** Opening Given records block **

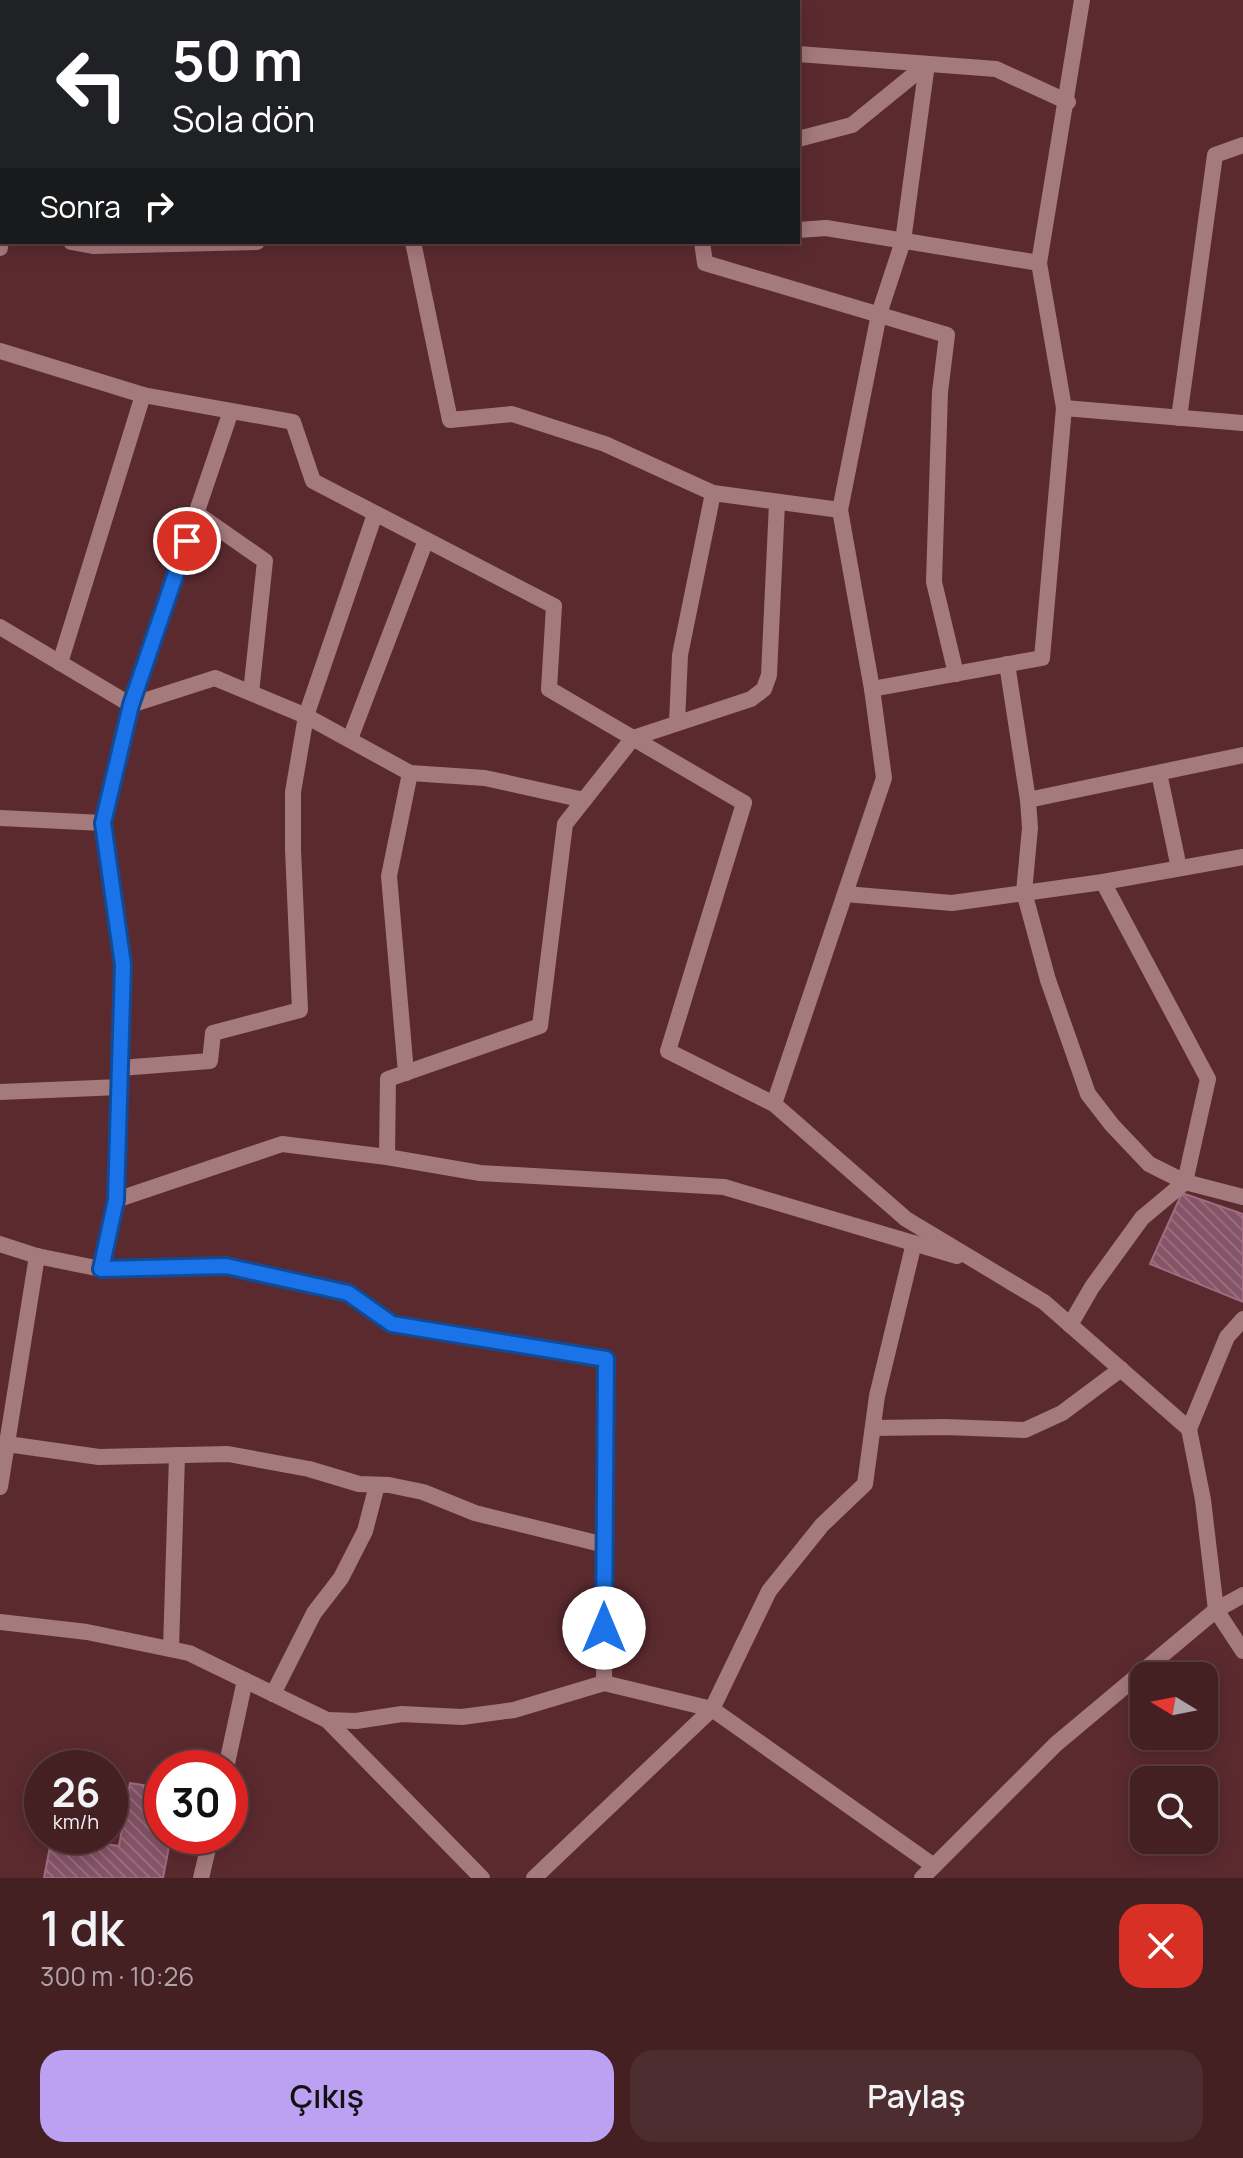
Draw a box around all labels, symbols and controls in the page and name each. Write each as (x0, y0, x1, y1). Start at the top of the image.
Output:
text: 50 m (172, 21, 303, 98)
icon: left (40, 32, 144, 136)
text: Sola dön (172, 94, 315, 143)
icon: right (137, 184, 181, 228)
text: Sonra (40, 186, 121, 227)
pin (153, 507, 221, 575)
icon: arrive (165, 519, 209, 563)
position arrow (562, 1586, 646, 1670)
north arrow (1130, 1662, 1218, 1750)
map controls (1130, 1662, 1218, 1854)
speed limit sign: 30 (144, 1750, 248, 1854)
text: 26 (52, 1764, 100, 1819)
button: search (1130, 1766, 1218, 1854)
text: km/h (53, 1808, 99, 1835)
text: 1 dk (40, 1895, 124, 1960)
button: close (1119, 1904, 1203, 1988)
text: 300 m · 10:26 (40, 1958, 194, 1994)
button: Çıkış (40, 2050, 614, 2142)
button: Paylaş (630, 2050, 1203, 2142)

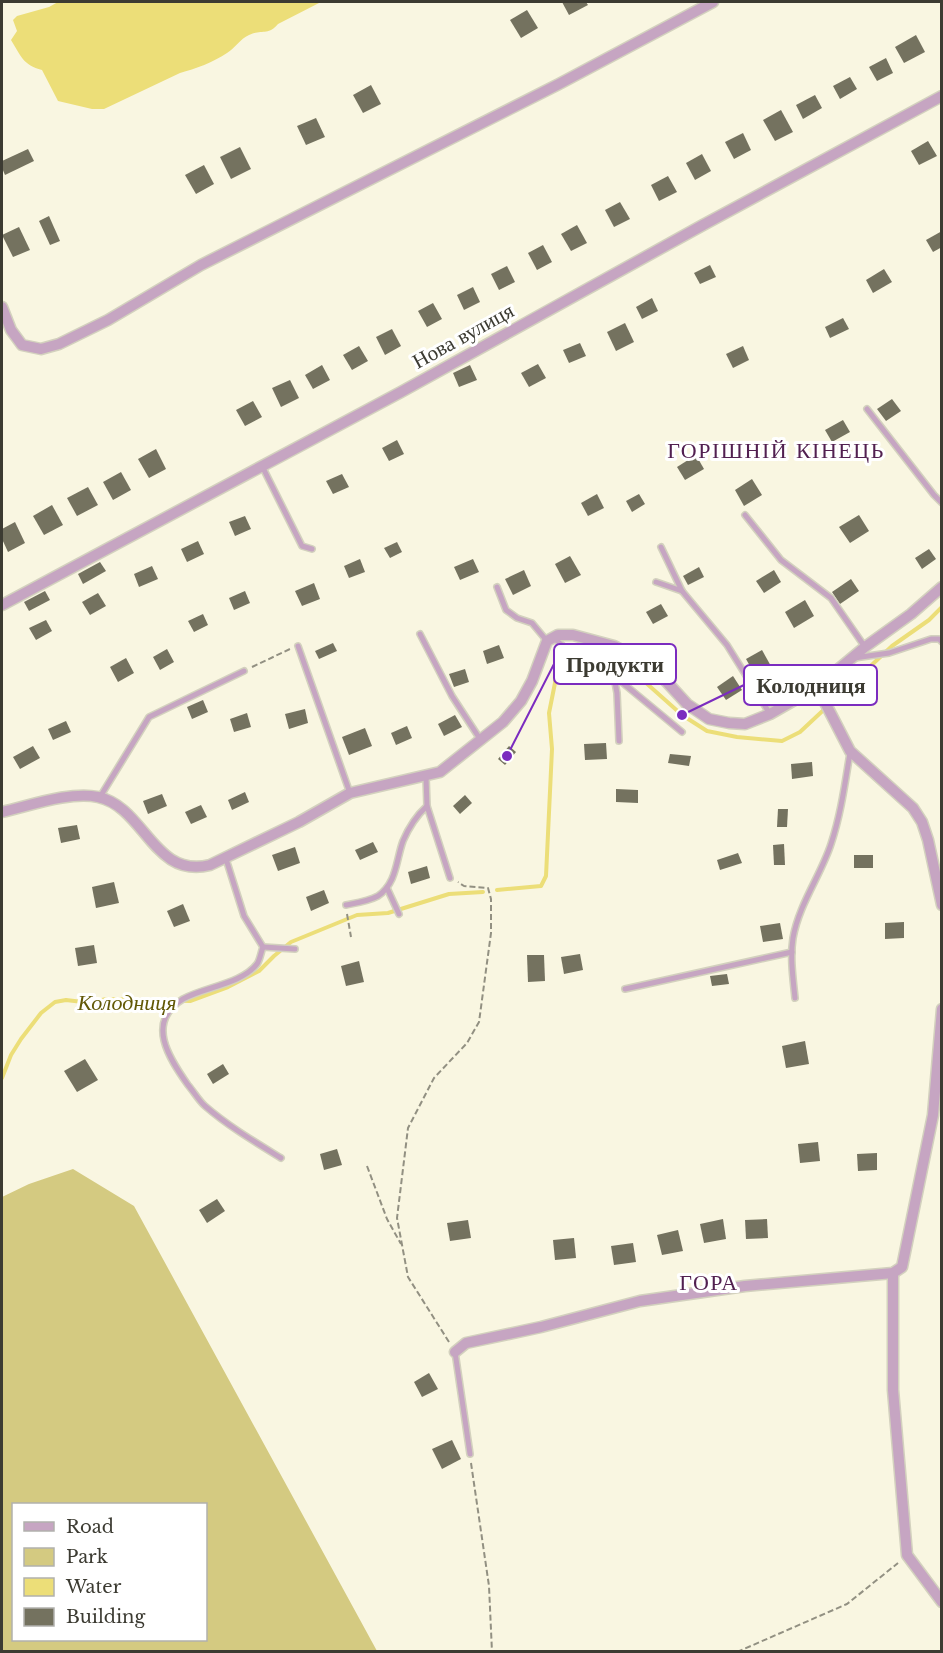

** Closing Given records block **

▸ **What you need to do**: A verbatim copy of the data, free of pictures, is the expected answer.

▸ **Your solution**:
Draw a box around all labels, symbols and controls in the page and name each. Write each as (x0, y0, x1, y1). Start at the top of the image.
Output:
text: 50 m (172, 21, 303, 98)
icon: left (40, 32, 144, 136)
text: Sola dön (172, 94, 315, 143)
icon: right (137, 184, 181, 228)
text: Sonra (40, 186, 121, 227)
pin (153, 507, 221, 575)
icon: arrive (165, 519, 209, 563)
position arrow (562, 1586, 646, 1670)
north arrow (1130, 1662, 1218, 1750)
map controls (1130, 1662, 1218, 1854)
speed limit sign: 30 (144, 1750, 248, 1854)
text: 26 (52, 1764, 100, 1819)
button: search (1130, 1766, 1218, 1854)
text: km/h (53, 1808, 99, 1835)
text: 1 dk (40, 1895, 124, 1960)
button: close (1119, 1904, 1203, 1988)
text: 300 m · 10:26 (40, 1958, 194, 1994)
button: Çıkış (40, 2050, 614, 2142)
button: Paylaş (630, 2050, 1203, 2142)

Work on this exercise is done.